Hello fellow mayors, Cartographer and SimCity Level Designer Kyle Brown here back again to talk about map making. Granite Lake is the next free region map we’re releasing with Update 6, and it is a stark departure from our previous regions. Granite Lake is designed to prominently feature both mountains and a beautiful lake.
The look and feel of this region is highly inspired by the state of Colorado. And also my own personal experience – about a year ago, I landed in Denver, Colorado and was unexpectedly stranded while waiting for a connecting flight. While there, I took this picture from my hotel room:
This picture probably doesn’t do justice to what I saw. But in my delirious state with only two-ish hours of sleep, it was one of the prettiest things I’ve ever seen. Famous musician and Colorado-lover John Denver wrote all of those songs about this state for a reason I guess.
When designing Granite Lake, I looked at the Mountains in Denver for inspiration. They are stacked with a range of lower mountains in front of another range of higher mountains. This was something that I incorporated into the Granite Lake region. The city plots located in the upper cluster are on a lower range and the mountains behind them are higher. The city plots on the other lower end of the lake are a little bit flatter, for those who don’t want any obstructions.
When we finished the game, we had done most of the major terrain forms; coastal, river, gorge, island, archipelago, plains, valley, and combined them in various ways. Two major terrain forms are missing from this list: mountains and lakes. Generally, when creating maps, we have removed mountains or lowered their height. Regions start out with more mountains and we pare them back. In Granite Lake, I increased the height and the amount of mountains for this region. In the other regions, we were not using the upper end of the mountain height. Granite Lake is now the tallest region we have.

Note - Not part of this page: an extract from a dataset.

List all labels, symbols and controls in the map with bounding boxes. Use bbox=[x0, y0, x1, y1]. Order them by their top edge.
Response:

Mountains play a large role in the region not only in how the region looks, but also in how it plays. There are mountains that creep into almost every city plot. The reason I did this was so mayors who like to use wind power can setup swaths of windmills along the hill sides. In the regions currently available, wind power was largely only used when starting cities and then scrapped when users could afford a better power plant. With Granite Lake, because there are higher mountains, wind power becomes more effective as the peaks create more wind in the maps. This makes wind power a better long term solution for those who choose that route to power their cities.
The other major concept of this region is the lake itself. The lake connects the clusters together. The lower cluster and the higher cluster are connected by two cities on each side. Between the mountains and the lakes, I think this region will be a nice change of pace from what is currently available.

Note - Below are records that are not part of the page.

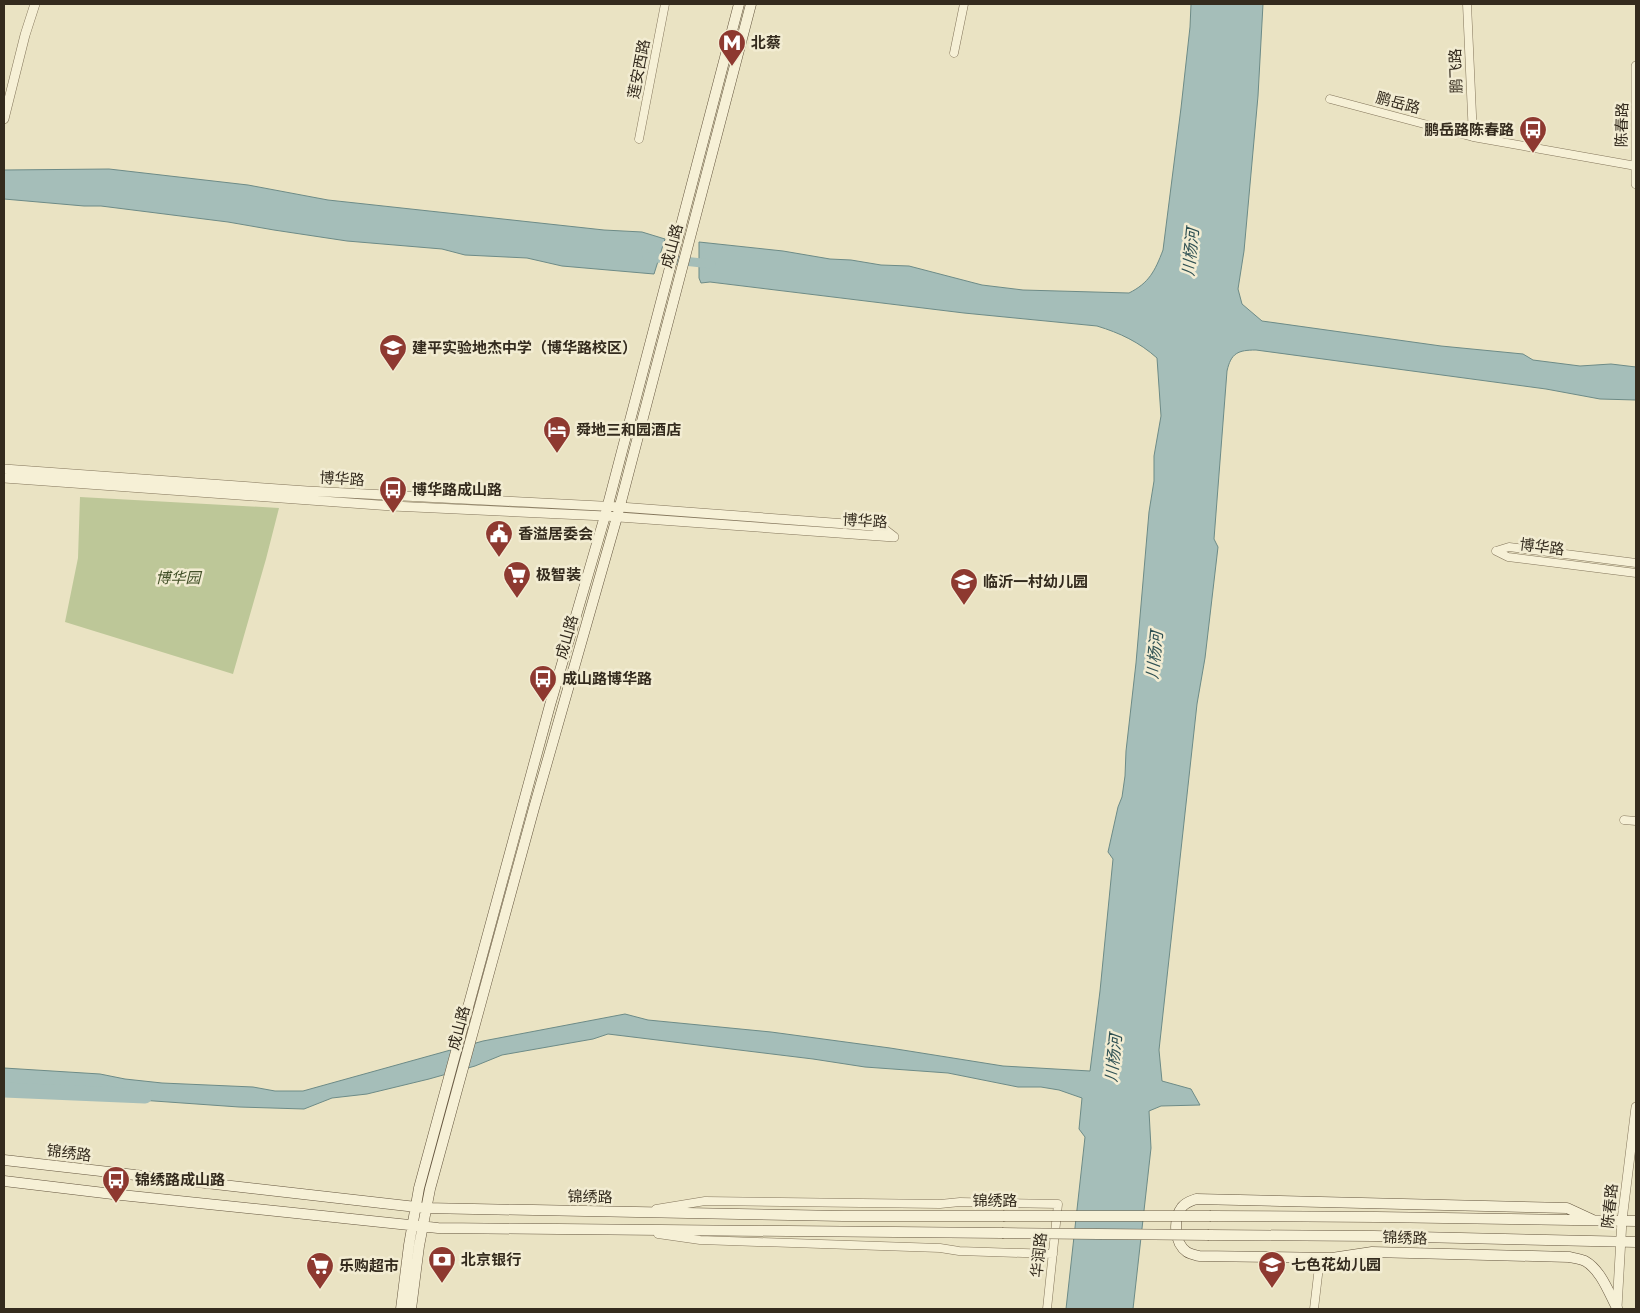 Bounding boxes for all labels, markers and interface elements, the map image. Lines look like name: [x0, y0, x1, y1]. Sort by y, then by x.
metro station icon: 北蔡: [717, 28, 747, 67]
place label: 北蔡: [751, 32, 781, 52]
street label: 莲安西路: [622, 37, 654, 100]
street label: 鹏飞路: [1444, 48, 1466, 94]
street label: 鹏岳路: [1374, 87, 1423, 118]
street label: 陈春路: [1611, 102, 1631, 148]
bus stop icon: 鹏岳路陈春路: [1518, 115, 1548, 154]
place label: 鹏岳路陈春路: [1424, 119, 1514, 139]
street label: 成山路: [656, 221, 687, 270]
water label: 川杨河: [1177, 224, 1204, 277]
school or university icon: 建平实验地杰中学（博华路校区）: [378, 333, 408, 372]
place label: 建平实验地杰中学（博华路校区）: [412, 337, 637, 357]
hotel icon: 舜地三和园酒店: [542, 415, 572, 454]
place label: 舜地三和园酒店: [576, 419, 681, 439]
street label: 博华路: [319, 467, 365, 489]
bus stop icon: 博华路成山路: [378, 475, 408, 514]
place label: 博华路成山路: [412, 479, 502, 499]
street label: 博华路: [842, 509, 888, 531]
public building icon: 香溢居委会: [484, 519, 514, 558]
place label: 香溢居委会: [518, 523, 593, 543]
street label: 博华路: [1519, 533, 1566, 559]
supermarket icon: 极智装: [502, 560, 532, 599]
place label: 极智装: [536, 564, 581, 584]
park label: 博华园: [155, 567, 202, 587]
school or university icon: 临沂一村幼儿园: [949, 567, 979, 606]
place label: 临沂一村幼儿园: [983, 571, 1088, 591]
street label: 成山路: [550, 612, 582, 661]
water label: 川杨河: [1141, 627, 1168, 680]
bus stop icon: 成山路博华路: [528, 664, 558, 703]
place label: 成山路博华路: [562, 668, 652, 688]
street label: 成山路: [443, 1003, 474, 1052]
water label: 川杨河: [1100, 1030, 1127, 1083]
street label: 锦绣路: [46, 1139, 93, 1165]
bus stop icon: 锦绣路成山路: [101, 1165, 131, 1204]
place label: 锦绣路成山路: [135, 1169, 225, 1189]
street label: 陈春路: [1597, 1182, 1621, 1229]
street label: 锦绣路: [567, 1186, 613, 1206]
street label: 锦绣路: [972, 1190, 1018, 1210]
street label: 锦绣路: [1382, 1226, 1428, 1248]
street label: 华润路: [1026, 1231, 1050, 1278]
bank icon: 北京银行: [427, 1245, 457, 1284]
place label: 北京银行: [461, 1249, 521, 1269]
school or university icon: 七色花幼儿园: [1257, 1250, 1287, 1289]
supermarket icon: 乐购超市: [305, 1251, 335, 1290]
place label: 七色花幼儿园: [1291, 1254, 1381, 1274]
place label: 乐购超市: [339, 1255, 399, 1275]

The last thing about this map is the textures are different. As is the case with Edgewater Bay, Granite Lake got a new set of textures for the landscape.
While the terrain forms are identical, the feel of each are completely different. One is a summer lake with good weather and the other is a high altitude lake somewhere that struggles to stay warm.

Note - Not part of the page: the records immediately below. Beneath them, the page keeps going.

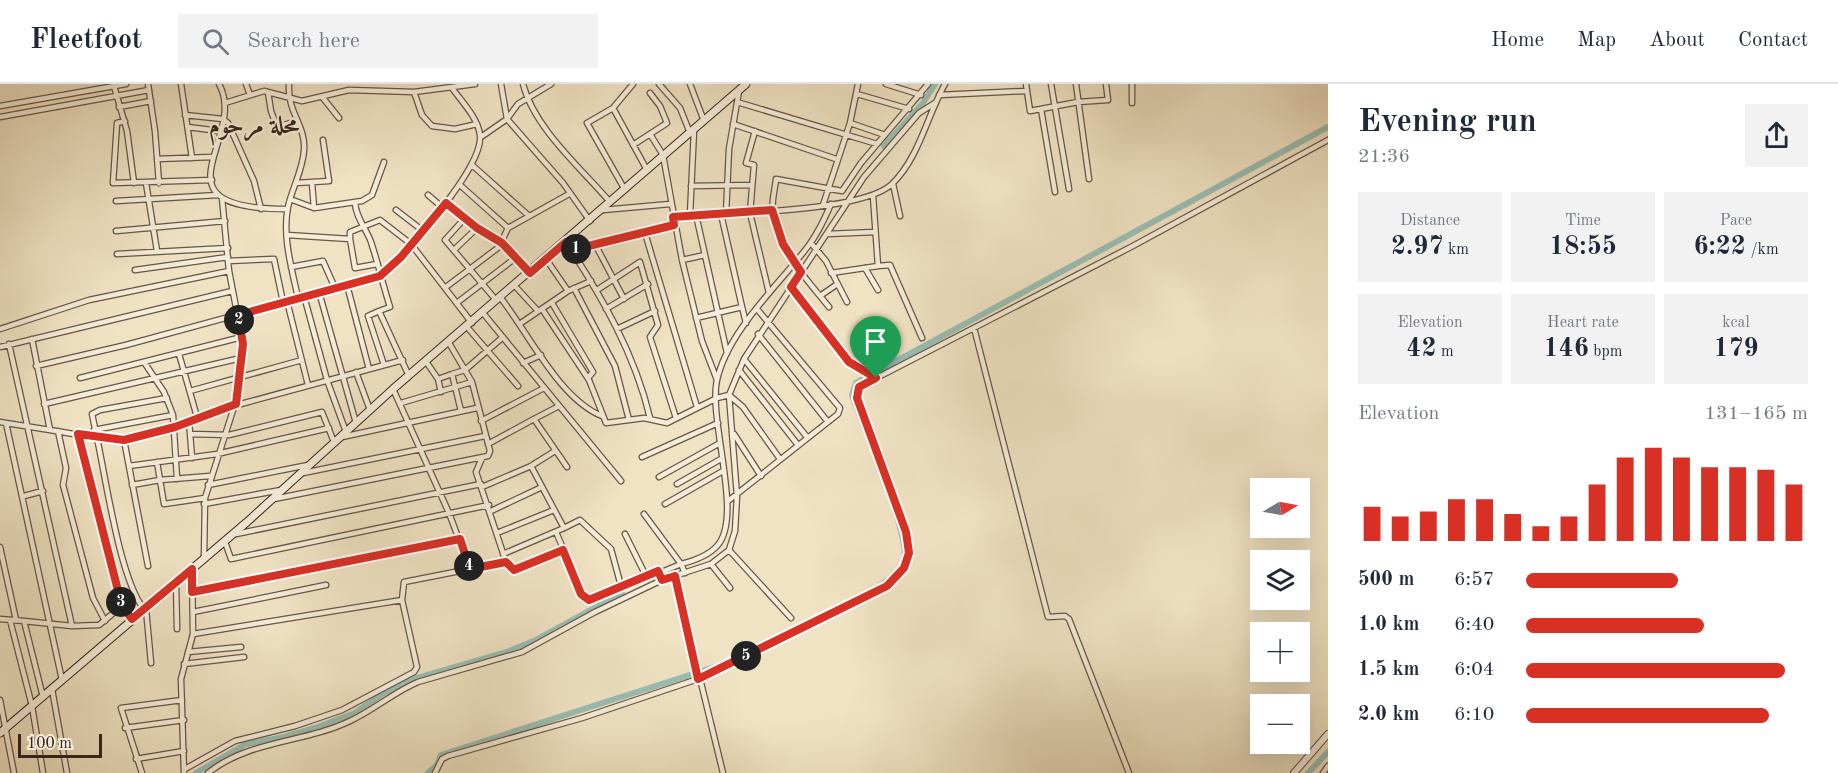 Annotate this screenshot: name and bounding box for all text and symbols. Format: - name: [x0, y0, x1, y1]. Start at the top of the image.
- search box: [178, 14, 598, 68]
- icon: search: [199, 25, 232, 58]
- text: Fleetfoot: [30, 27, 142, 55]
- text: Search here: [247, 30, 360, 52]
- text: Home: [1491, 30, 1544, 51]
- text: Map: [1577, 30, 1616, 51]
- text: About: [1649, 30, 1705, 51]
- text: Contact: [1738, 30, 1808, 51]
- button: share: [1745, 104, 1808, 167]
- text: Evening run: [1358, 106, 1537, 139]
- district label: محلة مرحوم: [209, 115, 299, 146]
- text: 21:36: [1358, 147, 1410, 167]
- text: Distance: [1400, 213, 1460, 229]
- text: Time: [1565, 213, 1601, 229]
- text: Pace: [1720, 213, 1752, 229]
- pin: 1: [561, 234, 591, 264]
- text: 2.97: [1391, 234, 1444, 260]
- text: 18:55: [1549, 234, 1617, 260]
- text: 6:22: [1693, 234, 1746, 260]
- text: 1: [571, 241, 581, 257]
- text: km: [1444, 242, 1469, 258]
- text: /km: [1746, 242, 1779, 258]
- pin: 2: [224, 305, 254, 335]
- text: 2: [234, 312, 244, 328]
- text: Elevation: [1397, 315, 1463, 331]
- text: Heart rate: [1547, 315, 1619, 331]
- text: kcal: [1722, 315, 1750, 331]
- pin: [850, 316, 901, 378]
- icon: arrive: [859, 325, 892, 358]
- text: 42: [1406, 336, 1436, 362]
- text: 146: [1544, 336, 1589, 362]
- text: 179: [1713, 336, 1759, 362]
- text: m: [1436, 344, 1454, 360]
- text: bpm: [1589, 344, 1622, 360]
- text: Elevation: [1358, 404, 1439, 424]
- text: 131–165 m: [1705, 404, 1808, 424]
- north arrow: [1250, 478, 1310, 538]
- map controls: [1250, 478, 1310, 754]
- button: layers: [1250, 550, 1310, 610]
- pin: 4: [454, 551, 484, 581]
- text: 4: [464, 558, 474, 574]
- text: 500 m: [1358, 570, 1414, 590]
- text: 6:57: [1454, 570, 1494, 590]
- pin: 3: [106, 587, 136, 617]
- text: 3: [116, 594, 126, 610]
- text: 1.0 km: [1358, 615, 1420, 635]
- text: 6:40: [1454, 615, 1494, 635]
- button: +: [1250, 622, 1310, 682]
- pin: 5: [731, 641, 761, 671]
- text: 5: [741, 648, 751, 664]
- text: 1.5 km: [1358, 660, 1420, 680]
- text: 6:04: [1454, 660, 1494, 680]
- button: −: [1250, 694, 1310, 754]
- text: 2.0 km: [1358, 705, 1420, 725]
- text: 6:10: [1454, 705, 1494, 725]
- scale bar: [18, 731, 102, 758]
- text: 100 m: [27, 736, 72, 752]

This Region is meant to be challenging. The city plots have multilevel terrain, but building here has its own rewards. Cities created here will have to navigate the terrain and this will cause them to become unique. These unique cities will be framed by a beautiful lake surrounded by mountains. I was striving for something scenic, maybe not as picturesque as the Denver mountains at 5:30am, but close. Looking forward to hearing what you think of this region!